Clustering and Dimensionality Reduction: Understanding the “Magic” Behind Machine Learning


These days we hear about machine learning and artificial intelligence (AI) in all aspects of life. We see machines that learn and imitate the human brain in order to automate human processes. There are autonomous cars that learn the road conditions to drive, personal assistants we can converse with and machines that can predict what stock markets will do. In some respects, it can appear as “magic.”

However, it’s not. Behind machine learning there are some fundamental, well-studied and understood techniques. To the extent that there is any magic, it is in knowing how to apply these techniques to solve a certain problem. We’ll take a look at some of these techniques, and then illustrate how some of them are applied to solve a specific problem for identifying improper access to unstructured data.

Machine Learning, Defined.

Machine learning is a type of artificial intelligence that enables computers to detect patterns and establish baseline behavior using algorithms that learn through training or observation. It can process and analyze vast amounts of data that are simply impractical for humans.

Machine learning tasks are classified into two main categories:

  • Supervised learning – the machine is presented with a set of inputs and expected outputs, later given a new input the output is predicted.
  • Unsupervised learning – the machine aims to find patterns, within a dataset without an explicit input from a human as to what these patterns might look like.

More importantly, however, is that within unsupervised machine learning, there are several different techniques that can be used to identify patterns, and ultimately yield valuable analysis. Understanding the problem domain is key to being able to correctly choose which of these techniques to use. One of the key decisions data scientists make is which approach to use. And if a data scientist doesn’t understand the problem domain, they cannot choose the right approach.


Clustering is the assignment of objects to homogeneous groups (called clusters) while making sure that objects in different groups are not similar. Clustering is considered an unsupervised task as it aims to describe the hidden structure of the objects.

Each object is described by a set of characters called features. The first step of dividing objects into clusters is to define the distance between the different objects. Defining an adequate distance measure is crucial for the success of the clustering process.


There are many clustering algorithms, each has its advantages and disadvantages.
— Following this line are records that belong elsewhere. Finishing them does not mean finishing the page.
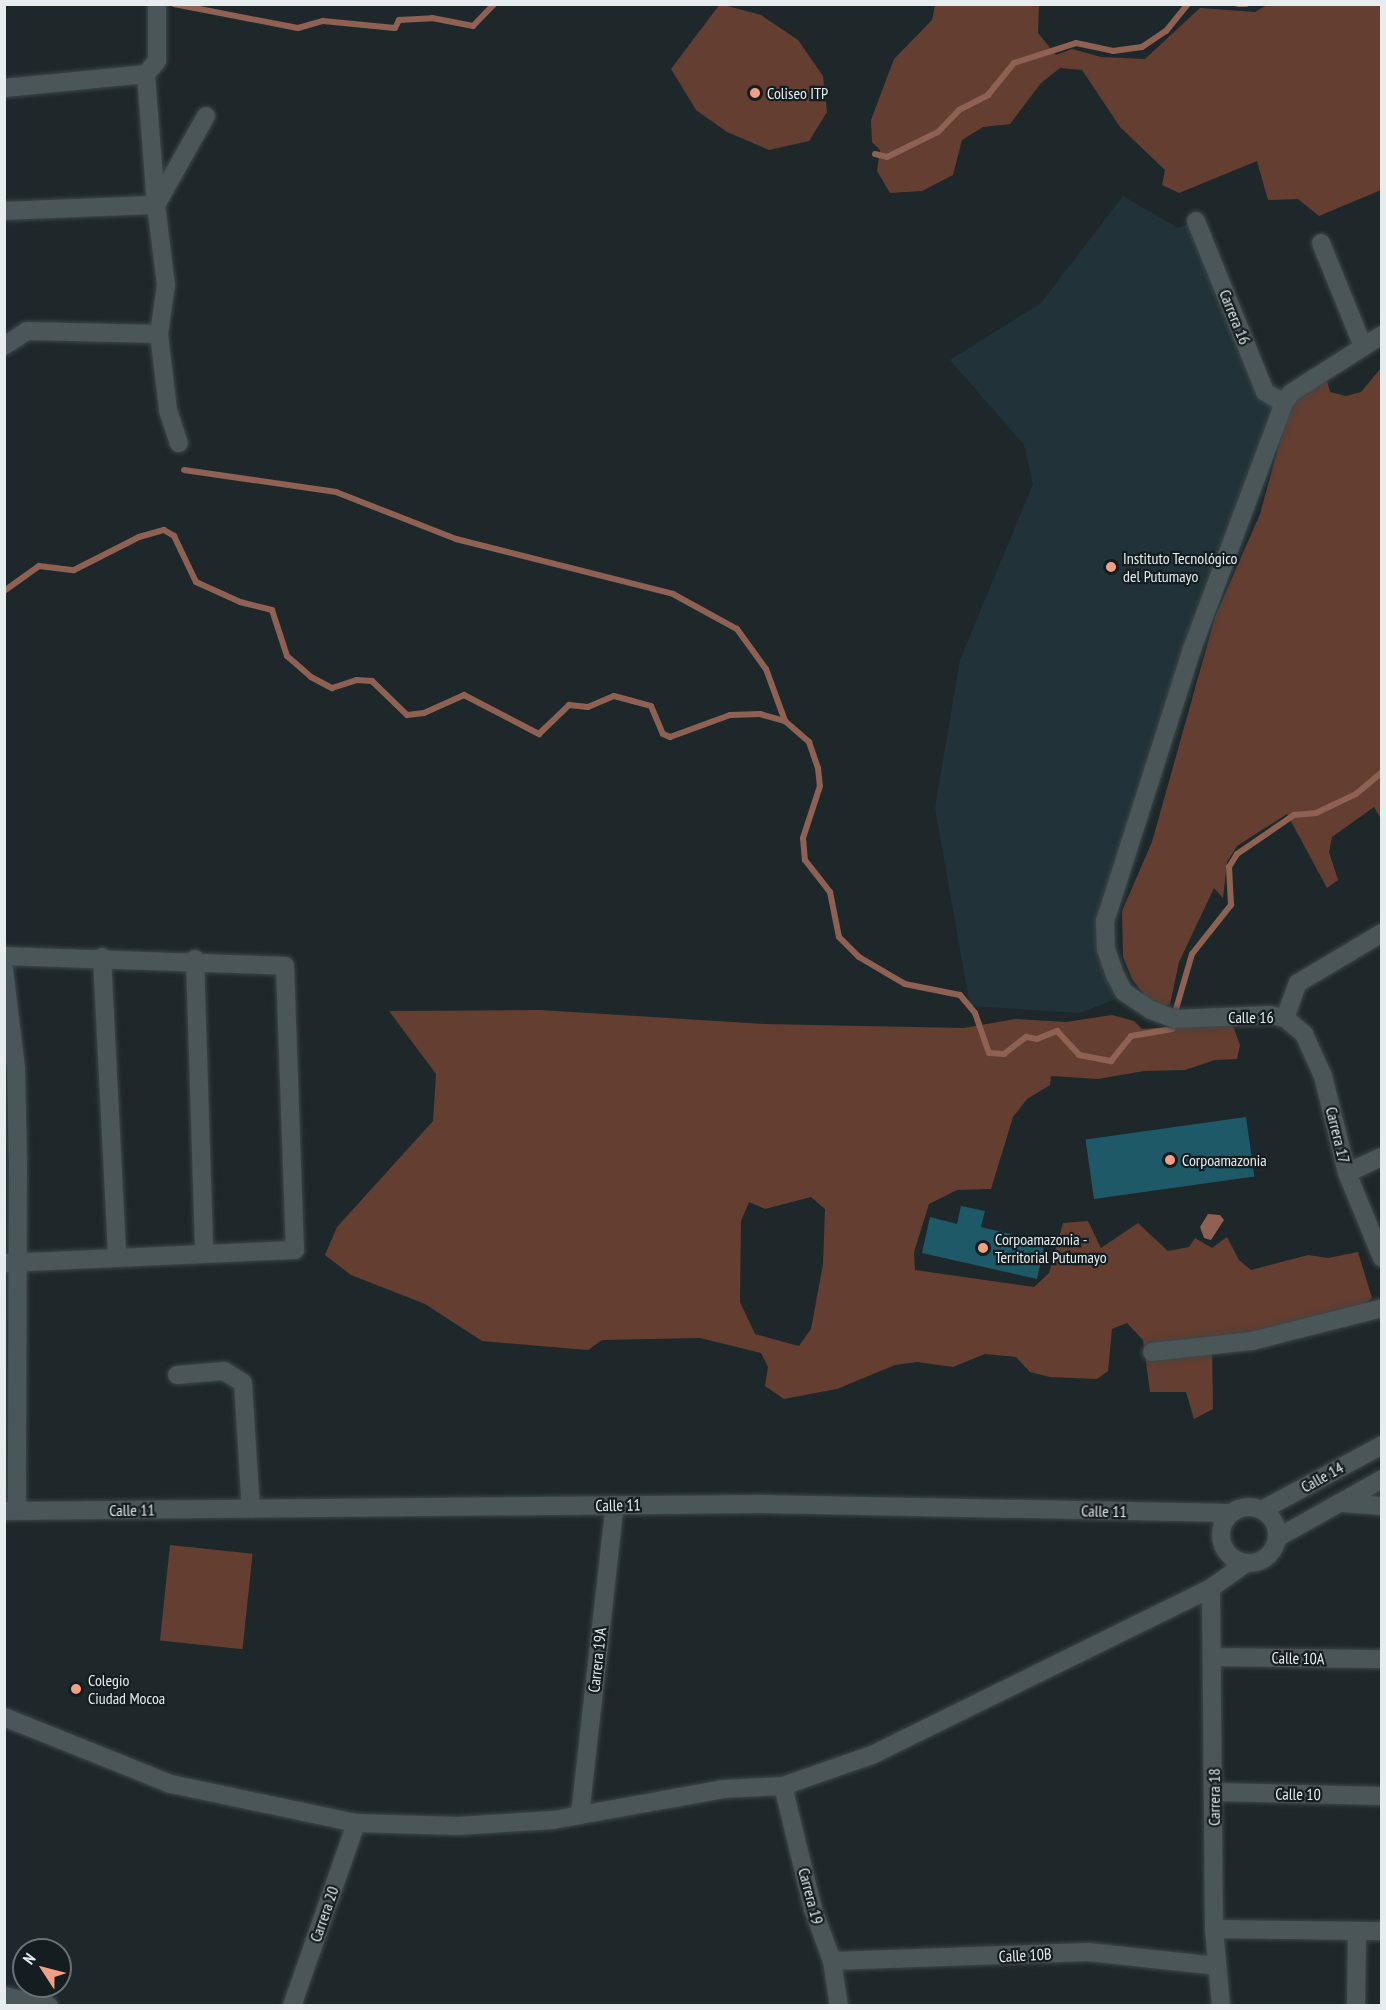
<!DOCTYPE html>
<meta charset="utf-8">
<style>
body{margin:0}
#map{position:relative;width:1386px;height:2010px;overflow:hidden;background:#1e282b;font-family:"PT Sans Narrow",sans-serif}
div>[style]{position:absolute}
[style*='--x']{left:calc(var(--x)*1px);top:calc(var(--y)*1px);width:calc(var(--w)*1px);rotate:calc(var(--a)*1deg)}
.built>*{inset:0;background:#213338}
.green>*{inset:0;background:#633e31;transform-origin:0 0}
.water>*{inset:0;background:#8e6152}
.stream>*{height:6px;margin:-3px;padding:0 3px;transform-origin:3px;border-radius:3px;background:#8e6152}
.building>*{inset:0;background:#1e5968;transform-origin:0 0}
.roads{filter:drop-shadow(0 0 2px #3d4648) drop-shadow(0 0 2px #3d4648)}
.street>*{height:18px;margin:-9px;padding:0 9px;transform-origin:9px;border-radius:9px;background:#4b5659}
.secondary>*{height:18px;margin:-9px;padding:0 9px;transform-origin:9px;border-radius:9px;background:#4b5659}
.secondary>.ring{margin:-9px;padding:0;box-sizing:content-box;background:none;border:18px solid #4b5659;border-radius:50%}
.dots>*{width:16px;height:16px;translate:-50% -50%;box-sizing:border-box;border:3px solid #141e21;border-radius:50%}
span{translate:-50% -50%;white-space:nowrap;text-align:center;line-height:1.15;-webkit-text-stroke:4.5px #141e21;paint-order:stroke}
.poi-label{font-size:16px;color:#e7edef}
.left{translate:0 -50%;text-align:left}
.street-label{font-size:16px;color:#e7edef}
.frame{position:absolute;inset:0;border:6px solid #e7edef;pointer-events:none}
.north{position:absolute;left:12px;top:1938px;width:60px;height:60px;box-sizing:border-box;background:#141e21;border:2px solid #687173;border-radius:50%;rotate:306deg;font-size:16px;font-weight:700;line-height:24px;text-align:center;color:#e7edef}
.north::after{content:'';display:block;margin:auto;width:21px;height:27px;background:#f39f83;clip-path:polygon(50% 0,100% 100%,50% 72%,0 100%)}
</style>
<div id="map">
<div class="built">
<i style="clip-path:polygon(1123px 196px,1178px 228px,1196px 221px,1265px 392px,1284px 403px,1105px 921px,1118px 998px,1080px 1013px,970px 1006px,935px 808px,960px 660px,1033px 484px,1024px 445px,950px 360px,1041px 303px)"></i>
</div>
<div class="green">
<i style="clip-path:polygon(720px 4px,761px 15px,798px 40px,823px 76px,827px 112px,809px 141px,769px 150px,727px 132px,696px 110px,671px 69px)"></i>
<i style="clip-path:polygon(935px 5px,1039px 5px,1038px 33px,1056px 55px,1072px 49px,1101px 57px,1145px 59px,1200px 8px,1255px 12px,1267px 5px,1381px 5px,1381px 190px,1319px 216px,1298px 199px,1268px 200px,1257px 161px,1179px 193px,1162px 185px,1165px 170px,1120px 127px,1082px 70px,1060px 68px,1041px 83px,1010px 124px,983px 127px,962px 140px,953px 175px,922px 191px,890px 193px,877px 171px,880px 150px,872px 142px,871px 120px,894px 59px,932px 20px)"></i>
<i style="clip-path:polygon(1381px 368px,1381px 819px,1374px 807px,1332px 837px,1329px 852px,1338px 880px,1327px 888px,1287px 814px,1237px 846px,1227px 862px,1223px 898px,1214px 888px,1179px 962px,1170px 1004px,1164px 1007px,1147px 999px,1132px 979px,1123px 957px,1122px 911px,1152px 842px,1215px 617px,1260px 514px,1288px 412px,1299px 397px,1326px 377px,1330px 392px,1346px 396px,1361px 392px)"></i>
<i style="clip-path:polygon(evenodd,540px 1010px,764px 1024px,964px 1028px,1015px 1019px,1066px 1022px,1112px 1015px,1134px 1021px,1142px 1029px,1219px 1023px,1233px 1026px,1240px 1045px,1237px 1059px,1215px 1060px,1185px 1070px,1144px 1071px,1098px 1079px,1051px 1076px,1050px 1085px,1027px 1099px,1013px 1117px,991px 1189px,957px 1190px,929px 1204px,914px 1252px,915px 1270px,1034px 1287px,1049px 1273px,1063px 1223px,1088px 1221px,1101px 1248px,1138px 1223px,1168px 1251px,1189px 1247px,1195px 1238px,1212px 1248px,1227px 1237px,1239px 1260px,1251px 1270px,1308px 1255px,1328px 1258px,1358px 1252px,1372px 1298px,1360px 1307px,1212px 1342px,1213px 1409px,1194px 1419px,1186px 1392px,1150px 1392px,1143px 1340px,1127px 1323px,1112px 1329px,1108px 1371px,1097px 1379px,1050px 1377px,1030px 1372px,1016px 1357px,985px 1354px,953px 1367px,917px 1362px,895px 1365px,837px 1389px,784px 1399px,765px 1386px,768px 1367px,761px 1353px,700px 1338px,602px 1340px,588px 1350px,482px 1341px,425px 1304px,351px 1275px,325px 1255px,337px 1227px,433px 1121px,436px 1074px,389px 1011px,540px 1010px,811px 1197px,825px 1209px,823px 1264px,811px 1329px,799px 1346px,755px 1334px,740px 1302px,741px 1221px,749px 1202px,765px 1209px,811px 1197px)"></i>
<i style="left:170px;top:1545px;width:83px;height:96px;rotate:6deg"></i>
</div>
<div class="water">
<i style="clip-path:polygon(1208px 1214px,1220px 1215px,1224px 1220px,1211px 1240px,1204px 1238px,1200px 1227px)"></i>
</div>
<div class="stream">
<i style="--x:174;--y:4;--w:126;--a:11"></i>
<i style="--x:298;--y:28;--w:26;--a:-16"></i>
<i style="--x:323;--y:21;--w:72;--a:5.6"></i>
<i style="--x:395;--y:28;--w:9;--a:-63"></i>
<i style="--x:399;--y:20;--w:33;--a:-3"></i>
<i style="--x:432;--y:18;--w:42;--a:11"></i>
<i style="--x:473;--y:26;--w:30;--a:-46"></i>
<i style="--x:1238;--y:4;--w:8;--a:0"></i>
<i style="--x:875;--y:154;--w:12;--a:14"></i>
<i style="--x:887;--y:157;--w:57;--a:-26.1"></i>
<i style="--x:938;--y:132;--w:30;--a:-46"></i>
<i style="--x:959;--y:110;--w:33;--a:-27"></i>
<i style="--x:988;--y:95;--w:41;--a:-50.9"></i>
<i style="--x:1014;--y:63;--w:65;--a:-17.9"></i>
<i style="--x:1076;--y:43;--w:38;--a:12"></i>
<i style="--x:1113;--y:51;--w:29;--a:-8"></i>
<i style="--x:1142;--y:47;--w:29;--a:-34"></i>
<i style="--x:1166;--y:31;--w:35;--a:-51"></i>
<i style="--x:184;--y:470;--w:154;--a:8.2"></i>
<i style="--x:336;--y:492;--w:129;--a:21.4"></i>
<i style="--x:456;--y:539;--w:224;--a:14.2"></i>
<i style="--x:673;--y:594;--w:73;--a:28.7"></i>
<i style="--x:737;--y:629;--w:49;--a:54.1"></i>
<i style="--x:766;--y:669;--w:55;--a:69.9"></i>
<i style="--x:4;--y:591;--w:43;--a:-35.5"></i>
<i style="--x:39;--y:566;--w:35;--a:7"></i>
<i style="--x:74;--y:570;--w:73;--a:-26.9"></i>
<i style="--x:139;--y:537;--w:26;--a:-16"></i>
<i style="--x:164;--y:530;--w:12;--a:31"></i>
<i style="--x:174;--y:536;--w:51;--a:64.4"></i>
<i style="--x:196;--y:582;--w:48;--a:24.4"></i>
<i style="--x:240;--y:602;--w:33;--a:14"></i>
<i style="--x:272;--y:610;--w:48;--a:71.9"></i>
<i style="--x:287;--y:656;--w:32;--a:41"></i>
<i style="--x:311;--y:677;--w:24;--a:28"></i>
<i style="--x:332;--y:688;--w:25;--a:-18"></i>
<i style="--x:356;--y:680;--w:16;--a:4"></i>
<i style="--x:372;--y:681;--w:49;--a:44.2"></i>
<i style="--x:407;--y:715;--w:17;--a:-7"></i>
<i style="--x:424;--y:713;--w:44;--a:-24.2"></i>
<i style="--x:464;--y:695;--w:85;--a:27.5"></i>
<i style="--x:539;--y:734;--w:42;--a:-44"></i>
<i style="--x:569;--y:705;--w:19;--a:6"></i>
<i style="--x:588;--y:707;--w:28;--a:-23"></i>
<i style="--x:614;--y:696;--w:38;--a:15"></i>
<i style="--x:651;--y:706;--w:30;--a:67"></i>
<i style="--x:663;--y:734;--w:8;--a:23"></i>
<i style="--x:670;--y:737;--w:64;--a:-20.1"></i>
<i style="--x:730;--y:715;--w:30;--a:-2"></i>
<i style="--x:760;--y:714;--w:26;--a:16"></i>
<i style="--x:785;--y:721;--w:32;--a:41"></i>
<i style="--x:809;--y:742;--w:28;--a:71"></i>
<i style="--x:818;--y:768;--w:18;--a:84"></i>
<i style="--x:820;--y:786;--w:55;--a:108.1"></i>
<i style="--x:803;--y:838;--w:22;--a:85"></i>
<i style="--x:805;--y:860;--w:41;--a:52"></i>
<i style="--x:830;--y:892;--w:46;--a:78.7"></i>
<i style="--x:839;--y:937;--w:28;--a:45"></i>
<i style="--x:859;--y:957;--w:53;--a:30.4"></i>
<i style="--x:905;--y:984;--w:56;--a:11.3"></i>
<i style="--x:960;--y:995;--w:23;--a:50"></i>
<i style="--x:975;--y:1013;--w:42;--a:70.7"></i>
<i style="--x:989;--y:1053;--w:15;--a:4"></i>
<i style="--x:1004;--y:1054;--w:28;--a:-38"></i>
<i style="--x:1026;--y:1037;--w:11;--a:10"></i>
<i style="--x:1037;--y:1039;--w:22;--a:-22"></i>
<i style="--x:1057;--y:1031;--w:33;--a:47"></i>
<i style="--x:1079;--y:1055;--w:33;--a:11"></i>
<i style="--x:1111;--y:1061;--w:32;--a:-51"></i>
<i style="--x:1131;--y:1036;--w:42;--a:-9.7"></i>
<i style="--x:1176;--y:1009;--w:57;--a:-73.8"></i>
<i style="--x:1192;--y:954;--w:63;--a:-51.5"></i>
<i style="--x:1231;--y:905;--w:38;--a:-93"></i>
<i style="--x:1229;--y:867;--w:15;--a:-58"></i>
<i style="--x:1237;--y:854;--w:69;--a:-34.4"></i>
<i style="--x:1294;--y:815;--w:22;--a:-5"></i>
<i style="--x:1316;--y:813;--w:44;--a:-25.4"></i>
<i style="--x:1356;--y:794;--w:34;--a:-40"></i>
</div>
<div class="building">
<i style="left:1246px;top:1117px;width:60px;height:162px;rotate:82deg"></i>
<i style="clip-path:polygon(961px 1206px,985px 1211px,981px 1227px,1045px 1242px,1037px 1279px,922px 1253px,930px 1217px,957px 1224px)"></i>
</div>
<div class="roads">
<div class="street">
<i style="--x:4;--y:88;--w:143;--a:-5.6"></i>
<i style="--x:146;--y:74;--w:17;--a:-50"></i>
<i style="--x:157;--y:61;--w:57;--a:-90"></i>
<i style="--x:4;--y:211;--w:152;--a:-2.3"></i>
<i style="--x:156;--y:205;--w:131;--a:-94.4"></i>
<i style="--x:1196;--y:221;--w:184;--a:68"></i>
<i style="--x:1265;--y:392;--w:22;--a:30"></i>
<i style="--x:1321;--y:243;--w:109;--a:67.9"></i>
<i style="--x:159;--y:334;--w:49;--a:-81.9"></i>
<i style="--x:166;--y:285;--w:81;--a:-97.1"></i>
<i style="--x:156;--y:205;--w:102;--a:-60.7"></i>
<i style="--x:1382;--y:335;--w:108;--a:147.5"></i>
<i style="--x:1291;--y:393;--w:12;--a:125"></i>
<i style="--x:1284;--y:403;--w:263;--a:110.5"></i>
<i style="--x:1192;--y:649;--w:286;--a:107.7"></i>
<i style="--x:1105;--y:921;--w:28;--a:88"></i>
<i style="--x:1106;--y:949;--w:28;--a:71"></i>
<i style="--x:1115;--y:975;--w:19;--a:62"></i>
<i style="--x:1124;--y:992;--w:32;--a:34"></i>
<i style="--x:1151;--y:1010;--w:25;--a:21"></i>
<i style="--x:1174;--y:1019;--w:96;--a:-2.4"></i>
<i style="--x:1270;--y:1015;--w:15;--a:11"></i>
<i style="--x:1285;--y:1018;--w:25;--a:40"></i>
<i style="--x:1304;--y:1034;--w:46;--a:65.7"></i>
<i style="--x:1323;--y:1076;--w:100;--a:76.1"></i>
<i style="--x:1347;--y:1173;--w:92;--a:67.6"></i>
<i style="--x:4;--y:346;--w:27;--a:-33"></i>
<i style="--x:27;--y:331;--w:132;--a:1.3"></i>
<i style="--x:159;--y:334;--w:77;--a:83.2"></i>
<i style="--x:168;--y:410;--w:35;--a:72"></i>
<i style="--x:4;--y:956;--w:281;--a:2"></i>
<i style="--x:285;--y:966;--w:284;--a:88"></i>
<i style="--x:295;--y:1250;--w:291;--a:177.4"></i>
<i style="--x:102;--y:957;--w:300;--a:87.1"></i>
<i style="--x:195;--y:959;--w:293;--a:88.2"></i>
<i style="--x:4;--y:969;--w:100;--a:83.1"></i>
<i style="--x:16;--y:1068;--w:92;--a:88.8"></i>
<i style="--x:18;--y:1160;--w:351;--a:90.2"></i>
<i style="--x:1285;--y:1018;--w:37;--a:-70"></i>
<i style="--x:1298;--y:983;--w:98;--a:-30.8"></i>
<i style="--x:1347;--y:1173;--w:38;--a:-25"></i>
<i style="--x:1152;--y:1352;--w:101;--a:-6.3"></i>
<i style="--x:1252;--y:1341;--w:134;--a:-14.2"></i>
<i style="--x:177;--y:1375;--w:47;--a:-4.9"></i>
<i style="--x:224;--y:1371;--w:22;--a:32"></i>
<i style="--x:243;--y:1383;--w:126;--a:86.4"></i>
<i style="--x:1211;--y:1588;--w:341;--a:89.5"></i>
<i style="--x:1214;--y:1929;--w:77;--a:84.8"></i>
<i style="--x:1214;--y:1657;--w:168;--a:0.7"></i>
<i style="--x:4;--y:1717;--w:180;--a:21.9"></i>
<i style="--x:171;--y:1784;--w:189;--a:11.9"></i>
<i style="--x:356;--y:1823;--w:101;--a:1.7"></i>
<i style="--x:457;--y:1826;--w:96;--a:-3.6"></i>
<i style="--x:553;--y:1820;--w:173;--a:-10.3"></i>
<i style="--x:723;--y:1789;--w:60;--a:-2.9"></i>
<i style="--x:783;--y:1786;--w:94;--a:-19.2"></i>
<i style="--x:872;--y:1755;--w:378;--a:-26.2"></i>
<i style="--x:1211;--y:1588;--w:43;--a:-35.5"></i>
<i style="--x:783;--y:1786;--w:127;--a:76.3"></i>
<i style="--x:813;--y:1909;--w:55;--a:69.9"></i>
<i style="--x:832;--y:1961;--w:46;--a:81.2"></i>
<i style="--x:1214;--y:1792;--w:168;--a:1.4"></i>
<i style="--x:580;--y:1815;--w:312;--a:-83.6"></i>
<i style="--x:1214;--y:1929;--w:168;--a:0.7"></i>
<i style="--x:832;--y:1961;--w:256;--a:-2"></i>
<i style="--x:1088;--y:1952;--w:130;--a:6.2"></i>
<i style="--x:4;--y:1996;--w:46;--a:12.5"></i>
<i style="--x:292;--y:2006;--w:194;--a:-70.7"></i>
<i style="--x:1356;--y:2006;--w:75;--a:-89.2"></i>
</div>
<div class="secondary">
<i style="--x:1342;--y:1503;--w:40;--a:4.3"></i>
<i class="ring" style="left:1221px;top:1507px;width:38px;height:38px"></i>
<i style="--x:1262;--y:1510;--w:136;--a:-28.4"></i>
<i style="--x:4;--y:1511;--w:757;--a:-0.53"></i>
<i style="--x:761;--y:1504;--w:470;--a:1.1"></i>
<i style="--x:1277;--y:1538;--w:120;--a:-29.3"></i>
</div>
</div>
<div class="dots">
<i style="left:755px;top:93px;background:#f39f83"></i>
<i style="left:1111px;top:567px;background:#f39f83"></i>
<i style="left:1170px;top:1160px;background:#f39f83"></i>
<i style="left:983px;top:1248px;background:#f39f83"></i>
<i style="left:76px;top:1689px;background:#f39f83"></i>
</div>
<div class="poi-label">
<span class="left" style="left:767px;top:93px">Coliseo ITP</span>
<span class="left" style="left:1123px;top:567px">Instituto Tecnológico<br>del Putumayo</span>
<span class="left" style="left:1182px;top:1160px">Corpoamazonia</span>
<span class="left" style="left:995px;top:1248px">Corpoamazonia -<br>Territorial Putumayo</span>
<span class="left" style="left:88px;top:1689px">Colegio<br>Ciudad Mocoa</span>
</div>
<div class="street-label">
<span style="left:1235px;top:317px;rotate:68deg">Carrera 16</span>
<span style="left:1251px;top:1017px">Calle 16</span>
<span style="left:1338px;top:1135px;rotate:76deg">Carrera 17</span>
<span style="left:1322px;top:1477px;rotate:-29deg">Calle 14</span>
<span style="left:618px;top:1505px;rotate:-1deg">Calle 11</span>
<span style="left:132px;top:1510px;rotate:-1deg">Calle 11</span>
<span style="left:1104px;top:1511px;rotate:1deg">Calle 11</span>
<span style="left:1298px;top:1658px;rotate:1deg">Calle 10A</span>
<span style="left:597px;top:1660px;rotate:-84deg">Carrera 19A</span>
<span style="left:1298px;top:1794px;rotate:1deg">Calle 10</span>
<span style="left:1214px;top:1797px;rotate:-90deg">Carrera 18</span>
<span style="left:811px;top:1896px;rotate:75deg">Carrera 19</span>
<span style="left:324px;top:1914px;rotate:-71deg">Carrera 20</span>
<span style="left:1025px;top:1955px;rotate:-3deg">Calle 10B</span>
</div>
<div class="frame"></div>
<div class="north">N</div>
</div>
A popular algorithm for clustering is k-means, which aims to identify the best k cluster centers in an iterative manner. Cluster centers are served as “representative” of the objects associated with the cluster. k-means’ key features are also its drawbacks:

  • The number of clusters (k) must be given explicitly. In some cases, the number of different groups is unknown.
  • k-means iterative nature might lead to an incorrect result due to convergence to a local minimum.
  • The clusters are assumed to be spherical.

Despite these drawbacks, k-means remains the right and popular choice in many cases. An example for clustering using k-means on spherical data can be seen in Figure 1.

k-means clustering on spherical data - 1v2

Figure 1: k-means clustering on spherical data


A different clustering algorithm is OPTICS, which is a density-based clustering algorithm. Density-based clustering, unlike centroid-based clustering, works by identifying “dense” clusters of points, allowing it to learn clusters of arbitrary shape and densities. OPTICS can also identify outliers (noise) in the data by identifying scattered objects.

k-means versus OPTICS on moon-like data - 2

Figure 2: k-means versus OPTICS on moon-like data

The OPTICS approach yields a very different grouping of data points than k-means; it classifies outliers and more accurately represents clusters that are by nature not spherical.An example of running k-means versus OPTICS on moon-like data is presented in Figure 2:

Dimensionality Reduction

In the field of machine learning, it is useful to apply a process called dimensionality reduction to highly dimensional data. The purpose of this process is to reduce the number of features under consideration, where each feature is a dimension that partly represents the objects.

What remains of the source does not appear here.